Acute Dermal Irritation Study in Rabbits
The acute dermal irritation test was conducted as per OECD guideline-404. 10 LI13019F1 was applied to the shaved skin on the dorsal trunk of healthy young adult male New Zealand rabbits. Five hundred milligrams of LI13019F1 was moistened with distilled water and was applied to the shaved skin (6 cm × 6 cm) and the application area was covered with a gauze patch secured with a bandage. The patch was removed after 4 hours. Signs of skin reactions and irritation effects were assessed at 1, 24, 48, and 72 hours after removal of the gauze patch. The test was performed on one animal and then the same procedure was repeated on 2 more animals. The untreated skin of the adjacent areas of each animal served as controls. After 72-hour observation, the animals were euthanized using sodium thiopentone. The vital organs and the tissues were examined for gross pathological observations.
Acute Eye Irritation Study in Rabbits
The acute eye irritation study on healthy young adult male New Zealand white rabbits (2.0-2.4 kg) followed the OECD test guideline-405. 11 Three animals were selected, and both eyes were examined 24 hours before LI13019F1 application. Briefly, a neat sample of 100 mg LI13019F was applied into the conjunctival sac of the left eye. The eyelids were then gently held together for a few seconds to prevent loss of the test item. The untreated right eye served as controls. After 24 hours, both eyes of the animal were washed with distilled water. After 1, 24, 48, and 72 hours of the test item removal, the conjunctiva, iris, and cornea of both eyes were examined and scored according to the Draize method. 12 The test was performed on one animal, and after 72 hours, the same procedure was repeated on 2 more animals. After 72 hours of observation, the animals were euthanized and examined as described in the previous section.
Twenty-Eight-Day Repeated Dose Oral Toxicity Study
A 28-day repeated dose subchronic toxicity study evaluated the safety of LI13019F1 as per OECD Guidelines 407. 13 Briefly, 7-week-old Wistar rats were randomized into 6 groups (n = 10; 5 males and 5 females per group). The groups were as follows: vehicle control (G1), 250 mg/kg (G2), 500 mg/kg (G3), 1,000 mg/kg (G4) of LI13019F1; 2 recovery groups, namely, vehicle control (G1R) and 1,000 mg/kg LI13019F1 (G4R). The animals received either 0.5% (wt/vol) Na-CMC as vehicle control or LI13019F1 through oral gavage for 28 days.

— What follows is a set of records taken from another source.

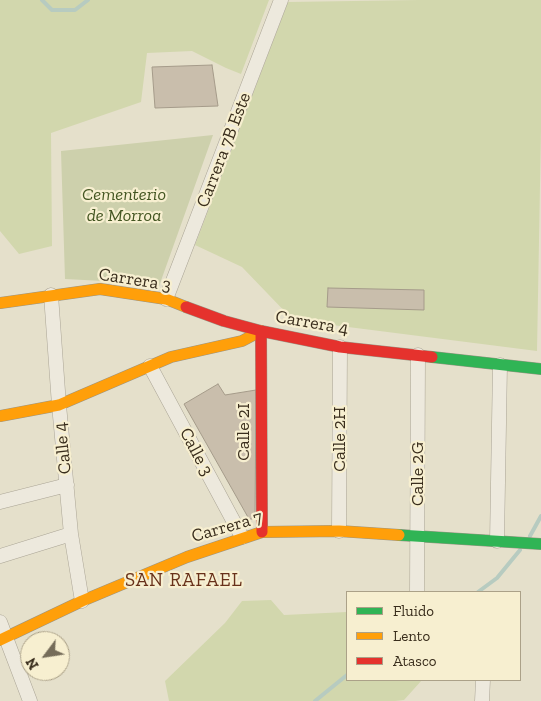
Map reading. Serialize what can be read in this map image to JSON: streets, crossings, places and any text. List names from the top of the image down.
{
  "streets": {
    "street": [
      "Carrera 7B Este",
      "Carrera 3",
      "Carrera 4",
      "Calle 2I",
      "Calle 2H",
      "Calle 4",
      "Calle 3",
      "Calle 2G",
      "Carrera 7"
    ]
  },
  "crossings": [
    ["Carrera 7B Este", "Carrera 3"],
    ["Carrera 3", "Carrera 4"],
    ["Carrera 3", "Calle 2I"],
    ["Carrera 3", "Calle 4"],
    ["Carrera 4", "Calle 2I"],
    ["Carrera 4", "Calle 2H"],
    ["Carrera 4", "Calle 4"],
    ["Carrera 4", "Calle 3"],
    ["Carrera 4", "Calle 2G"],
    ["Calle 2I", "Carrera 7"],
    ["Calle 2H", "Carrera 7"],
    ["Calle 4", "Carrera 7"],
    ["Calle 3", "Carrera 7"],
    ["Calle 2G", "Carrera 7"]
  ],
  "districts": ["SAN RAFAEL"],
  "parks": ["Cementerio de Morroa"],
  "legend": ["Fluido", "Lento", "Atasco"],
  "north": "bottom left"
}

The animals in G1, G2, G3, and G4 were subjected to CO2 euthanasia on day 29. The animals in the recovery groups (ie, G1R and G4R) continued their in-life phase for an additional 14 days with the regular diet feed, without the test item or vehicle supplementation. The animals were examined for morbidity/mortality and clinical signs. The body weight of the animals was recorded during the treatment and the recovery period. After 16- to 18-hour fast, blood samples from all animals in the treatment and recovery groups were collected by retro-orbital puncture under isoflurane anesthesia.
Serum biochemistry and hematology assessments were parts of the safety evaluation of LI13019F1. The serum biochemistry parameters included glucose, blood urea nitrogen, urea, creatinine, total cholesterol, triglycerides, total bilirubin, aspartate aminotransferase, alanine aminotransferase, alkaline phosphatase, total protein, albumin, calcium, phosphorus, sodium, potassium, and chloride. The hematology parameters were total leukocyte count, red blood cell count, hemoglobin, hematocrit, mean corpuscular hemoglobin, mean corpuscular hemoglobin concentration, mean corpuscular volume, differential count, platelet count, and clotting time.

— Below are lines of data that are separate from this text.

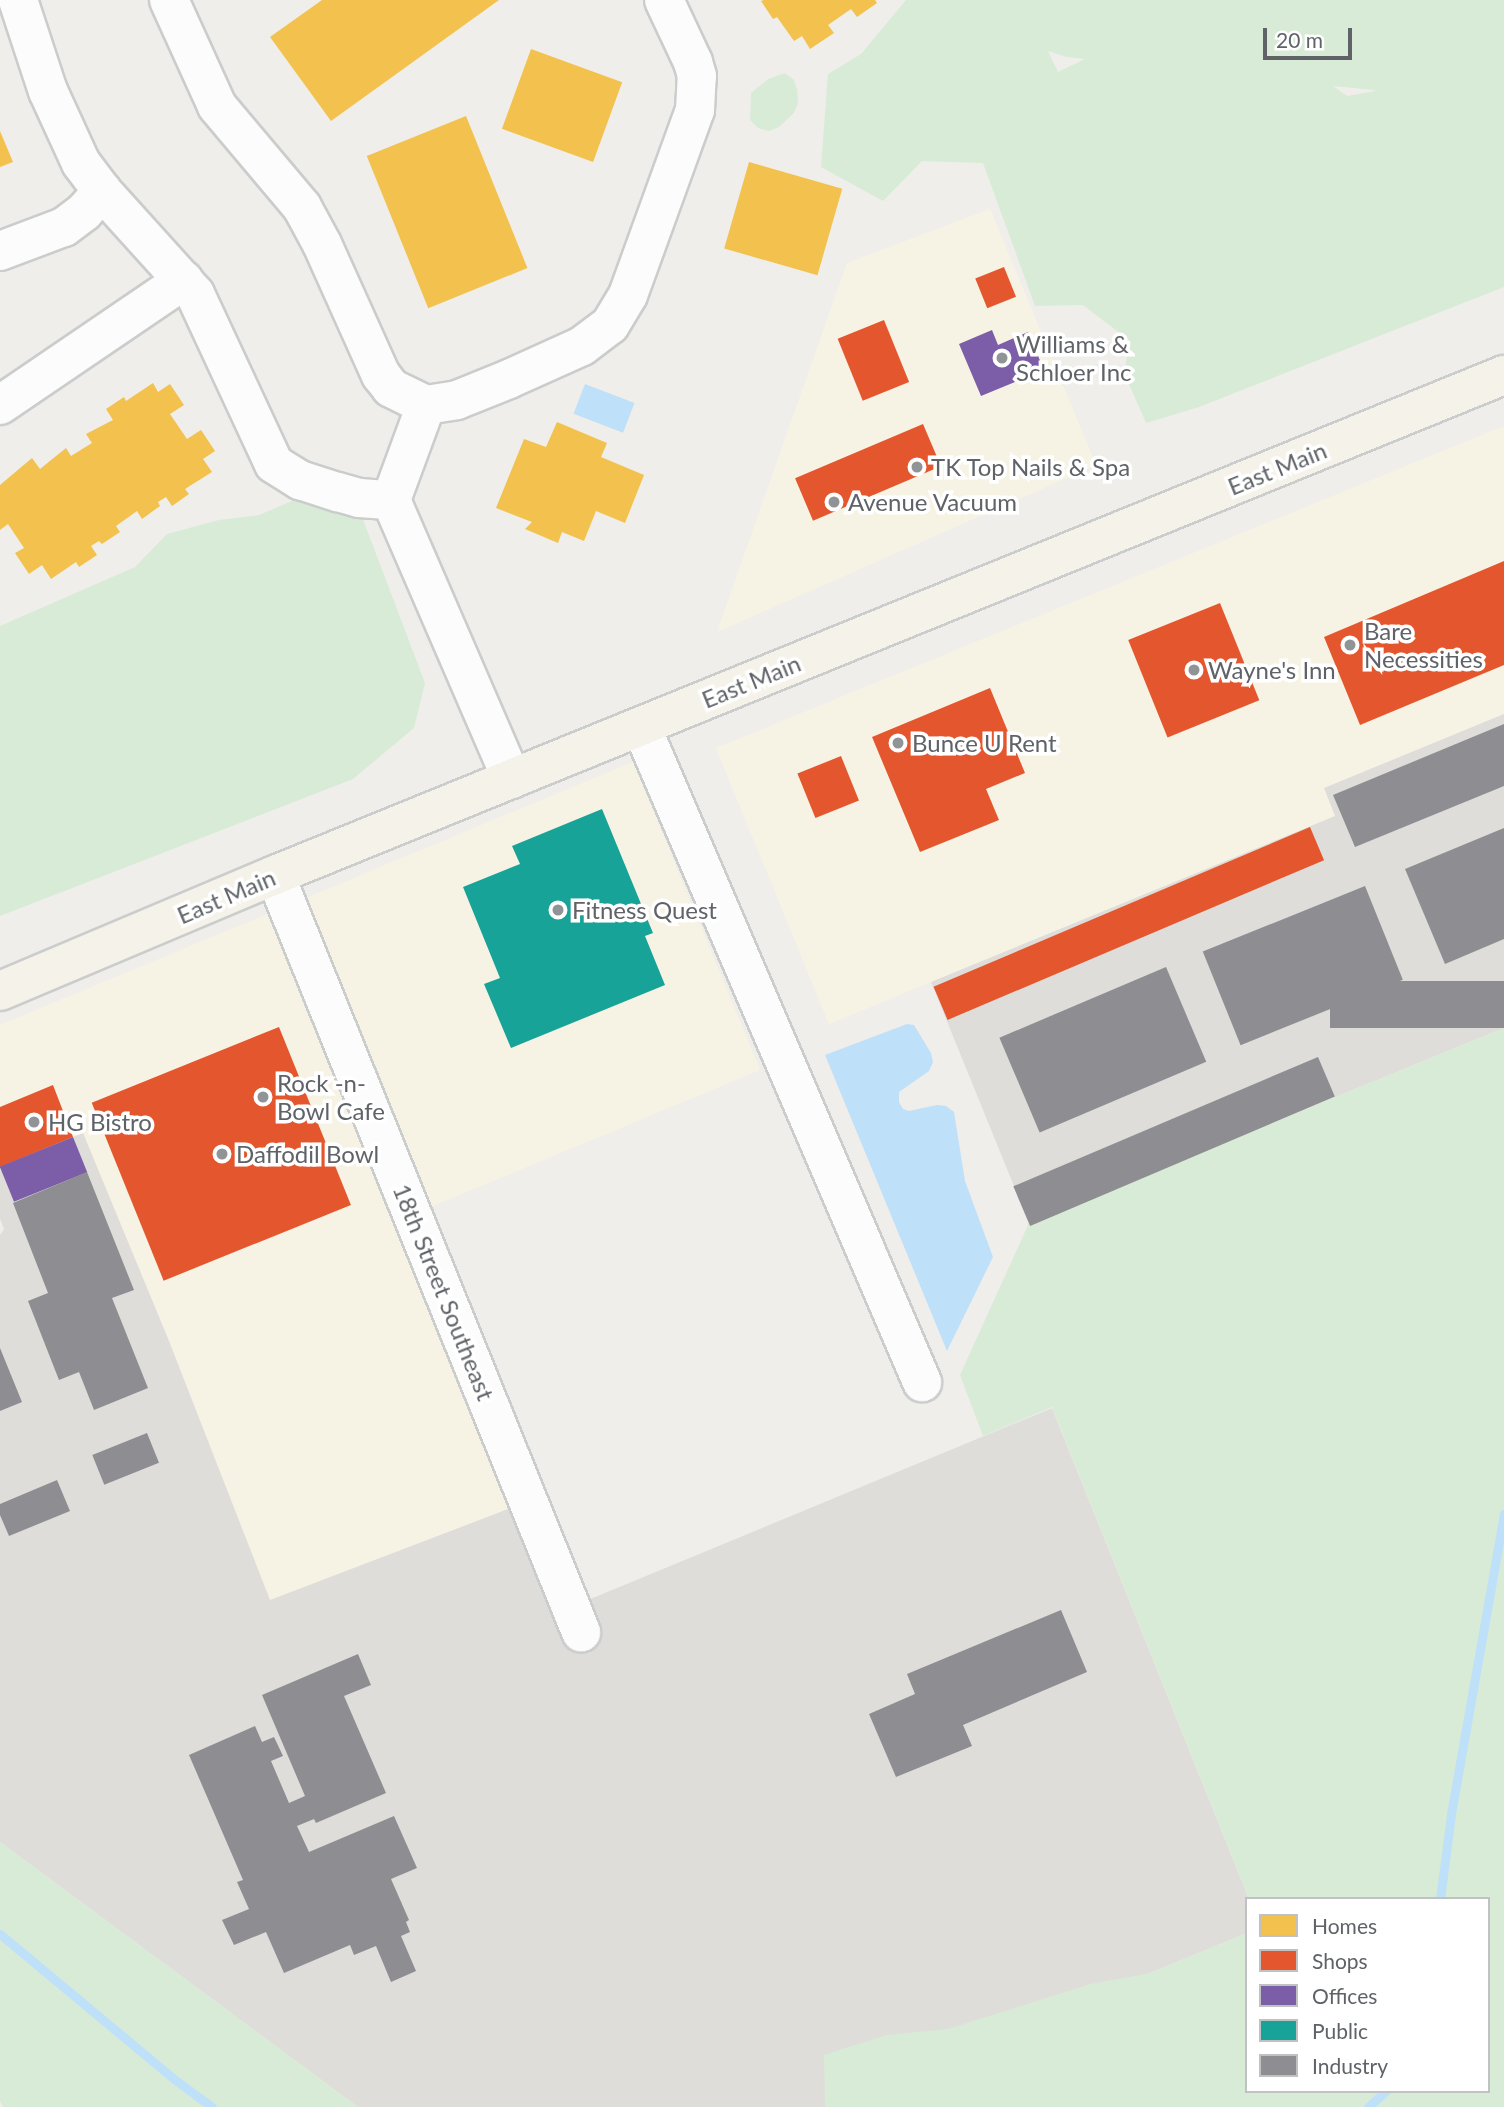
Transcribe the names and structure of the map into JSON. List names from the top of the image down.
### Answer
{
  "streets": {
    "main road": ["East Main"],
    "street": ["18th Street Southeast"]
  },
  "crossings": [
    ["East Main", "18th Street Southeast"]
  ],
  "places": [
    "Williams & Schloer Inc",
    "TK Top Nails & Spa",
    "Avenue Vacuum",
    "Bare Necessities",
    "Wayne's Inn",
    "Bunce U Rent",
    "Fitness Quest",
    "Rock -n- Bowl Cafe",
    "HG Bistro",
    "Daffodil Bowl"
  ],
  "legend": [
    "Homes",
    "Shops",
    "Offices",
    "Public",
    "Industry"
  ],
  "scale_bar": "20 m"
}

Serum biochemical parameters and hematological parameters were measured using an automated analyzer clinical chemistry analyzer (ILab Aries, Bergamo, Italy) and a hematology analyzer ADVIA 2120 (Siemens Healthcare Private Limited, Munich, Germany).
After CO2 euthanasia, the animals’ vital organs and tissues were weighed on an electronic balance with 0.01 g accuracy (Mettler Toledo, Columbus, Ohio). The relative organ weights were calculated by comparing the organ weight with the body weight of the respective animal on the day of sacrifice. Small pieces of the vital organs such as liver, kidney, heart, lung, pancreas, testes, and ovaries were fixed in phosphate-buffered 10% formalin for histopathological examinations. The paraffin-embedded tissue sections of 5-µm thickness were stained with hematoxylin and eosin. The stained tissue sections were examined under a light microscope (Zeiss AXIO Scope.A1; Carl Zeiss AG, Munich, Germany).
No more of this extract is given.